# Exercise 2: Boosting

## Do not start the exercise until you fully understand the submission guidelines.


* The homework assignments are executed automatically. 
* Failure to comply with the following instructions will result in a significant penalty. 
* Appeals regarding your failure to read these instructions will be denied. 
* Kind reminder: the homework assignments contribute 60% of the final grade.


## Read the following instructions carefully:

1. This Jupyter notebook contains all the step-by-step instructions needed for this exercise.
1. Write **efficient**, **vectorized** code whenever possible. Some calculations in this exercise may take several minutes when implemented efficiently, and might take much longer otherwise. Unnecessary loops will result in point deductions.
1. You are responsible for the correctness of your code and should add as many tests as you see fit to this jupyter notebook. Tests will not be graded nor checked.
1. You are allowed to use functions and methods from the [Python Standard Library](https://docs.python.org/3/library/).
1. Your code must run without errors. Use at least `numpy` 1.15.4. Any code that cannot run will not be graded.
1. Write your own code. Cheating will not be tolerated.
1. Submission includes a zip file that contains this notebook, with your ID as the file name. For example, `hw1_123456789_987654321.zip` if you submitted in pairs and `hw1_123456789.zip` if you submitted the exercise alone. The name of the notebook should follow the same structure.
   
Please use only a **zip** file in your submission.

---
---

## Please sign that you have read and understood the instructions: 

### *** YOUR ID HERE ***

---
---


In [1]:
# Import necessary libraries
import numpy as np
from sklearn.datasets import make_classification
from sklearn.model_selection import train_test_split
from sklearn.ensemble import AdaBoostClassifier
from sklearn.metrics import accuracy_score
import matplotlib.pyplot as plt

np.random.seed(42)

# Design your algorithm
Make sure to describe the algorithm, its limitations, and describe use-cases.

# Your implementations
You may add new cells, write helper functions or test code as you see fit.
Please use the cell below and include a description of your implementation.
Explain code design consideration, algorithmic choices and any other details you think is relevant to understanding your implementation.
Failing to explain your code will lead to point deductions.

In [1]:
from sklearn.tree import DecisionTreeClassifier

In [2]:
# Your code here
# Part 1: Implementing AdaBoost
class AdaBoostCustom:
    def __init__(self, T):
        self.T = T
        self.alphas = []
        self.models = []
        # Note: You may add more attributes

    def fit(self, X, y):
        n_samples, n_features = X.shape
        weights = np.ones(n_samples) / n_samples

        for t in range(self.T):
            model = DecisionTreeClassifier(max_depth=1)
            model.fit(X, y, sample_weight=weights)
            predictions = model.predict(X)

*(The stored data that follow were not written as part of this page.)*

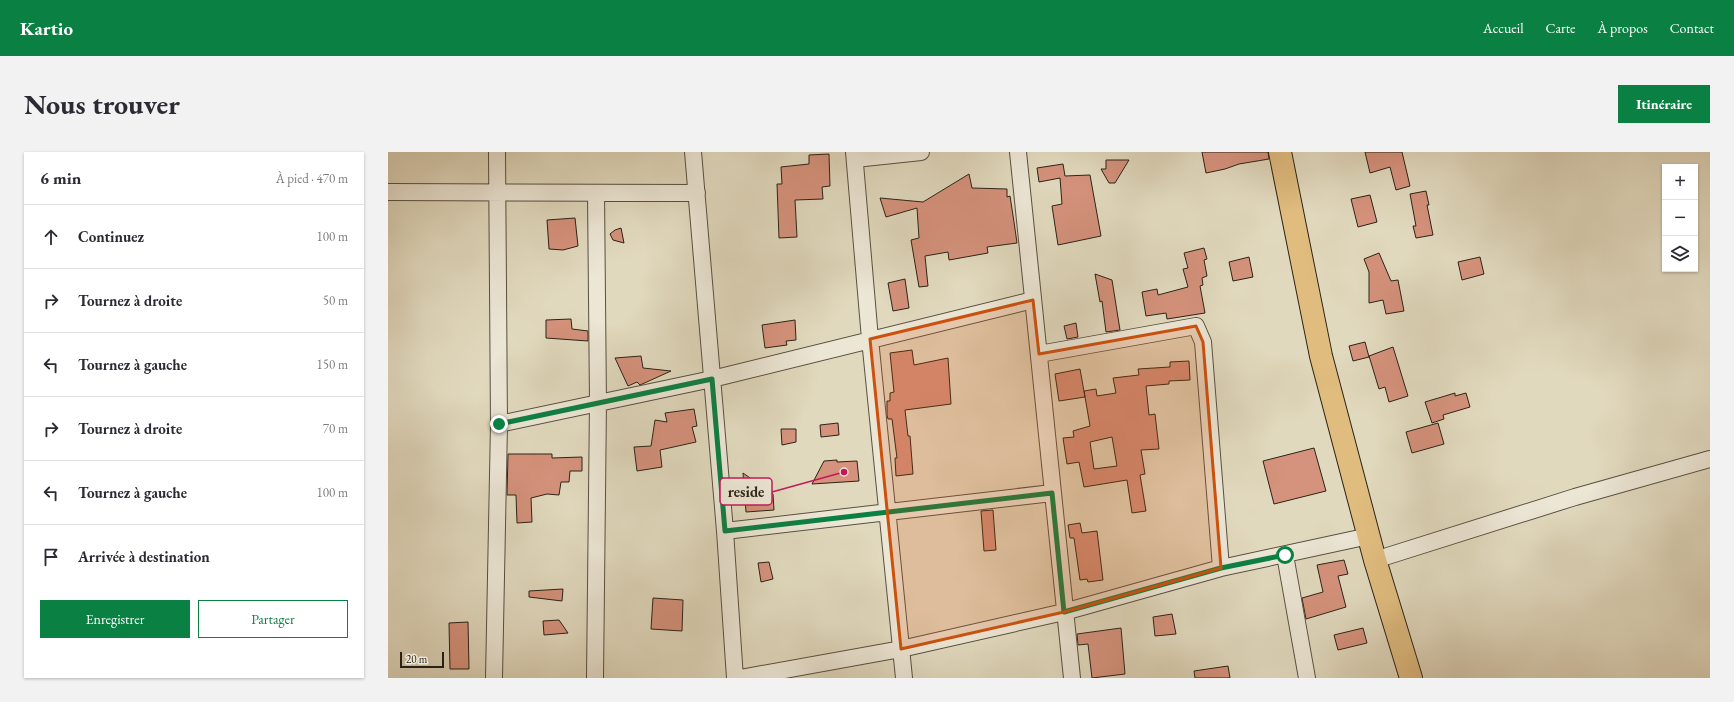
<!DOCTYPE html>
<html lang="fr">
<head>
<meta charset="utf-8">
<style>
  body { margin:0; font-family:"EB Garamond",serif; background:#f2f2f3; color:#2b2b33 }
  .controls { position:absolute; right:12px; top:12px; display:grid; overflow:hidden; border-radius:0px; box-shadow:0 1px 3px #0004 }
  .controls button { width:36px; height:36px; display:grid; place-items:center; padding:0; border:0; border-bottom:1px solid #e1e1e2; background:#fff; color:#2b2b33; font:20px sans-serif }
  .scale { position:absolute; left:12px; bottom:10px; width:44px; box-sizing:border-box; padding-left:4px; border:2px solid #2b2217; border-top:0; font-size:11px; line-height:14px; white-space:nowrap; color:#2b2217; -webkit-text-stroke:3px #ece6d5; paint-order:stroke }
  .stop { position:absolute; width:12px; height:12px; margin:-9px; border:3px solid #0b8043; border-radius:50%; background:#fff }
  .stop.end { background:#0b8043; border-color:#fff; box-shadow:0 1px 4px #0008 }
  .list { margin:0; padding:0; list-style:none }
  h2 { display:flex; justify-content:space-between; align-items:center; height:52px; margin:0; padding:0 16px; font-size:17px }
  h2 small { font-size:13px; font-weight:400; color:#7c7c81 }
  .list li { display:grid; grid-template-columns:26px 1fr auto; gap:12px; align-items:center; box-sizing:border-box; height:64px; padding:0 16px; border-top:1px solid #e1e1e2 }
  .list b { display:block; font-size:15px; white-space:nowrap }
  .list em { font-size:13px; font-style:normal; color:#7c7c81 }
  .actions { display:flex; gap:8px; padding:12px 16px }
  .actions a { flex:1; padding:9px 0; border:1px solid #0b8043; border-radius:0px; text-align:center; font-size:14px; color:#0b8043 }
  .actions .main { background:#0b8043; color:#fff }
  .icon { flex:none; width:22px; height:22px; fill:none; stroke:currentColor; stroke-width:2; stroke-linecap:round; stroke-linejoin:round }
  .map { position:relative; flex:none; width:1322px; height:526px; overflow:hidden; border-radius:0px }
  header { display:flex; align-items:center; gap:24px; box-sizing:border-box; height:56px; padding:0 20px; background:#0b8043; color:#fff }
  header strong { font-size:19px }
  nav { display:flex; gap:22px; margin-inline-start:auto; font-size:14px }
  .intro { display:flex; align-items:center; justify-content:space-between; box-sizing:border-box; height:96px; padding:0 24px }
  h1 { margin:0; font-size:28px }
  .button { padding:10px 18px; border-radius:0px; background:#0b8043; color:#fff; font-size:14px; font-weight:700 }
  main { display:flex; gap:24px; padding:0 24px }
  aside { flex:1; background:#fff; border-radius:0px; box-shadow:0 1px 3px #0004 }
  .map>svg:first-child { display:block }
  .building { fill:#d5927c; stroke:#2b2217; fill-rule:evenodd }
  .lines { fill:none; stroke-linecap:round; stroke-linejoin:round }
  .minor-casing { stroke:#585041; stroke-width:18 }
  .highway-casing { stroke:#2b2217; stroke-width:24 }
  .minor { stroke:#ece6d5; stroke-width:16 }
  .highway { stroke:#e0bc7f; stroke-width:22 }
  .route { stroke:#0b8043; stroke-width:5 }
  .marked { fill:#cc510e; fill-opacity:0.2; stroke:#cc510e; stroke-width:3; stroke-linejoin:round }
  .leader { fill:none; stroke:#c2185b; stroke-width:1.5 }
  .callout-dot { fill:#c2185b; stroke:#ece6d5; stroke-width:1.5 }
  .callout { fill:#ece6d5; stroke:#c2185b; stroke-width:1.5 }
  .callout-label { font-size:15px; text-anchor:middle; font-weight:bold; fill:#2b2217 }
</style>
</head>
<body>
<header>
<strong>Kartio</strong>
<nav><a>Accueil</a><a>Carte</a><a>À propos</a><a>Contact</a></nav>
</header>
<div class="intro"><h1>Nous trouver</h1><a class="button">Itinéraire</a></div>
<main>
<aside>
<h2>6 min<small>À pied · 470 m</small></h2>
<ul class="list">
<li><svg class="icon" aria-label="ahead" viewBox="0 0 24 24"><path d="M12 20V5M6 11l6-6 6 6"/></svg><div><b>Continuez</b></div><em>100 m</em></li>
<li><svg class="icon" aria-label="right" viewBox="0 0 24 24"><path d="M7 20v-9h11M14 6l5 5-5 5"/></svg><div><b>Tournez à droite</b></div><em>50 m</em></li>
<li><svg class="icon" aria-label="left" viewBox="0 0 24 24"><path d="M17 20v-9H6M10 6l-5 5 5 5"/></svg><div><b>Tournez à gauche</b></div><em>150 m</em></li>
<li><svg class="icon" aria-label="right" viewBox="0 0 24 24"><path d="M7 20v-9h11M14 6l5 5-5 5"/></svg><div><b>Tournez à droite</b></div><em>70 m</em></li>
<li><svg class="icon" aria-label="left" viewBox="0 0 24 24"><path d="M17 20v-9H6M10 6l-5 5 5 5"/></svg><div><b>Tournez à gauche</b></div><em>100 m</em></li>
<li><svg class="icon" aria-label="arrive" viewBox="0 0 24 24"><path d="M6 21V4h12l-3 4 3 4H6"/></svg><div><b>Arrivée à destination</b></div></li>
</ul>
<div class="actions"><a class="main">Enregistrer</a><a>Partager</a></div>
</aside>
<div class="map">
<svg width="1322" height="526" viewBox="0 0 1322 526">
  <rect width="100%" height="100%" fill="#e1d9be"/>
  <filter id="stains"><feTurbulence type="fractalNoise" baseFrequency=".005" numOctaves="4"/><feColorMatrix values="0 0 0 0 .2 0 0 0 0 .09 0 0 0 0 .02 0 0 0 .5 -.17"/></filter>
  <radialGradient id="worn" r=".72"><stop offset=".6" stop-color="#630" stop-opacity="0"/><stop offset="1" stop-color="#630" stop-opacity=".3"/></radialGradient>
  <path class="building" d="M814,0h66l1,7 -30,5 -14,5 -19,4z
    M977,0h37l8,34 -14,4 -6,-23 -20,6z
    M441,2l1,32 -8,1 1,12 -28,1 2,37 -18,1 -2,-54h5l-1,-17 28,-3v-9z
    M718,8h23l-14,23h-6l-8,-14h5z
    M675,12l2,12 25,-1 11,61 -43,9 -6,-39 10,-2 -2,-26 -21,4 -2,-14z
    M581,22l3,14 35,1v8l3,-1 4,26 3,21 -30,4 1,6 -39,7 -1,-8 -23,4 3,30 -9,1 -8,-47 8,-2 -2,-30 -31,9 -6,-19 43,4z
    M1038,39l3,14h-2l6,30 -17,3 -3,-12h3l-6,-32z
    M982,43l7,27 -19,5 -7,-28z
    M187,66l3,28 -15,4 -14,-1 -2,-29z
    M233,76l3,15 -11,-3 -3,-6 5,-4z
    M816,96l3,11 -3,1 3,16 -5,2 1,7 -3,1 5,27 -38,6 -1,-6 -20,3 -4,-24 15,-3 1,6 30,-8 -5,-18 5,-1 -4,-15z
    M991,101l12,28 7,-1 6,31 -18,3 -3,-14 -14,3v-31l-5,-13z
    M861,105l4,20 -20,4 -4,-19z
    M1092,105l4,17 -22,6 -4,-18z
    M707,122l17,6 8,50 -14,2 -4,-31 -2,1z
    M517,127l4,29 -16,3 -5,-28z
    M183,167l1,10 16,2v10l-42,-3v-18z
    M407,168l1,20 -10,1 1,4 -22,3 -3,-23z
    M688,171l2,14 -11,2 -3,-13z
    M977,190l4,15 -16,4 -4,-15z
    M1005,195l15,49 -19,6 -4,-15 -6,2 -10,-33z
    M524,198l2,15 34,-7 3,46 -46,6 3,26h2l3,38 -17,2 -1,-18h2l-5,-39h-4l-1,-4v-14h3v-8l4,-1 -4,-39z
    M253,204l2,12 28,3 -31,14 -3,-3 -9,4 -13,-28z
    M801,209l1,19 -21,1v3l-23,2 3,29 6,-1 4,35 -18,1 4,24 -5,1 6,36 -14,2 -5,-33 -43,7 -5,-25 -12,2 -4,-26 11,-1 -1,-6 17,-5 -6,-35 12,-2 1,7 19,-3 -3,-15 26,-3 -1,-6 32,-2v-5zM724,285l5,29 -23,3 -4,-27z
    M692,217l5,28 -26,4 -4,-27z
    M1067,241v3l11,-3 4,14 -27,8 1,4 -12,4 -7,-21z
    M306,257l3,17 -5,1 4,15 -36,8 2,17 -25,4 -3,-24 17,-1 4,-26 12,2 -2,-9z
    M450,271l1,12 -18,2 -1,-12z
    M1050,271l6,21 -32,9 -6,-21z
    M393,277h15v13l-14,3z
    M926,296l12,43 -52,13 -11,-43z
    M120,302h44v4l30,-1v14h-12l-1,11h-8l-2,13 -12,-1 -16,4 1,24 -15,1 -1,-28h-9z
    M449,308v2l20,-1 2,20 -47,3 12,-23z
    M355,321l30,21 1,16 -28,2z
    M605,358l3,40 -12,1 -3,-40z
    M692,371l2,10 15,-2 6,49 -15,2 -1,-3 -7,1 -6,-42h-4l-2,-13z
    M956,408l4,14 -10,2 8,31 -40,12 -4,-21 21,-6 -6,-27z
    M381,410l4,17 -12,3 -3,-19z
    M175,437l-1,12 -33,-4v-6z
    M265,446l30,2 -1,31 -31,-2z
    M784,462l4,20 -21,2 -2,-19z
    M171,468l9,13 -24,2 -1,-14z
    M80,470l1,47h-19l-1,-46z
    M733,476l4,46 -33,4 -4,-34 -10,1 -1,-11z
    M975,476l4,15 -29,7 -4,-15z
    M840,514l2,12h-35l-1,-7z"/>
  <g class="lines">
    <defs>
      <path id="minor" d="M305,0l32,379 10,147
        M466,0l16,187 34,339
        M630,0l54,526
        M467,7l66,-7
        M0,40l309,1
        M651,202l157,-28 7,16 18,226
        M111,272l213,-45 321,-79
        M337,379l327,-38
        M897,403l22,123
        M987,408l200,-63 135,-38
        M106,526l5,-254 -2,-272
        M207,526l3,-275 -2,-210
        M352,526l161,-29 163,-37 157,-44 148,-32"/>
      <path id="highway" d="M892,0l41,204 54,204 36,118"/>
    </defs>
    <use href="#minor" class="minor-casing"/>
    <use href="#highway" class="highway-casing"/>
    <use href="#minor" class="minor"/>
    <use href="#highway" class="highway"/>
  </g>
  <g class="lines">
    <path class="route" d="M111,272l213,-45 13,152 327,-38 12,119 157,-44 64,-13"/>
  </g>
  <path class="marked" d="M645,148l6,54 157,-28 7,16 18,226 -157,44 -163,37 -31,-310z"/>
  <path class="leader" d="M456 320L384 340"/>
  <circle class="callout-dot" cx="456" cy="320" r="4"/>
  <rect class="callout" x="332" y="326" width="52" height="27" rx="4"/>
  <g class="callout-label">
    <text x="358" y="345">reside</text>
  </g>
  <rect width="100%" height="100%" filter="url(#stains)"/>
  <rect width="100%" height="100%" fill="url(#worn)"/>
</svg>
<div class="controls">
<button>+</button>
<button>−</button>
<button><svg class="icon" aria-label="layers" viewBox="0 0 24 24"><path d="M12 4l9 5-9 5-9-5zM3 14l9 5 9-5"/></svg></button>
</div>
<div class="scale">20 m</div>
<div class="stop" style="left:897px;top:403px"></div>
<div class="stop end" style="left:111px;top:272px"></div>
</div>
</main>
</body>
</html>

            alpha = self.calculate_new_alpha(predictions, y, weights)
            weights = self.calculate_weights(weights, alpha, y, predictions)

            self.models.append(model)
            self.alphas.append(alpha)
    
    def predict(self, X):  
        final_predictions = np.zeros(X.shape[0])
        for model, alpha in zip(self.models, self.alphas):
            final_predictions += alpha * model.predict(X)
        return np.sign(final_predictions)

    @staticmethod
    def calculate_new_alpha(predictions, y, weights):
        error = np.sum(weights * (predictions != y)) / np.sum(weights)
        return 0.5 * np.log((1 - error) / error)

    @staticmethod
    def calculate_weights(weights, alpha, y, predictions):
        return weights * np.exp(-alpha * y * predictions) / np.sum(weights)

# Generate data
Please use the cell below to discuss your dataset choice and why it is appropriate (or not) for this algorithm.

# AdaBoost demonstration 
Demonstrate your AdaBoost implementation.

Add plots and figures. 

Please use the cell below to describe your results and tests.

Describe the difference between your implementation and the sklearn implementation. Hint: you can look at the documentation.

In [4]:
custom_model = AdaBoostCustom(T=10)
sklearn_model = AdaBoostClassifier(n_estimators=10, random_state=42)

# Your code here

# Generate additional data sets
Generate at least two experimental datasets with binary labels, designed to demonstrate specific properties of AdaBoost (e.g., handling noise or overfitting).

Add plots and figures.

Please use the cell below to describe your suggested approach in detail. Use formal notations where appropriate.

Describe and discuss your results.

In [5]:
# Generate additional data sets

# Split data sets

In [6]:
# Visualize data

# Test algorithms
Test your AdaBoost, a library implementation of AdaBoost and at least two additional models, one of which must be another boosting algorithm on your two datasets.

Add plots and figures.

Please use the cell below to describe your suggested approach in detail. Use formal notations where appropriate.

Describe and discuss your results.

In [7]:
# Set up models 

In [8]:
# Test and visualize

# Use of generative AI
Please use the cell below to describe your use of generative AI in this assignment.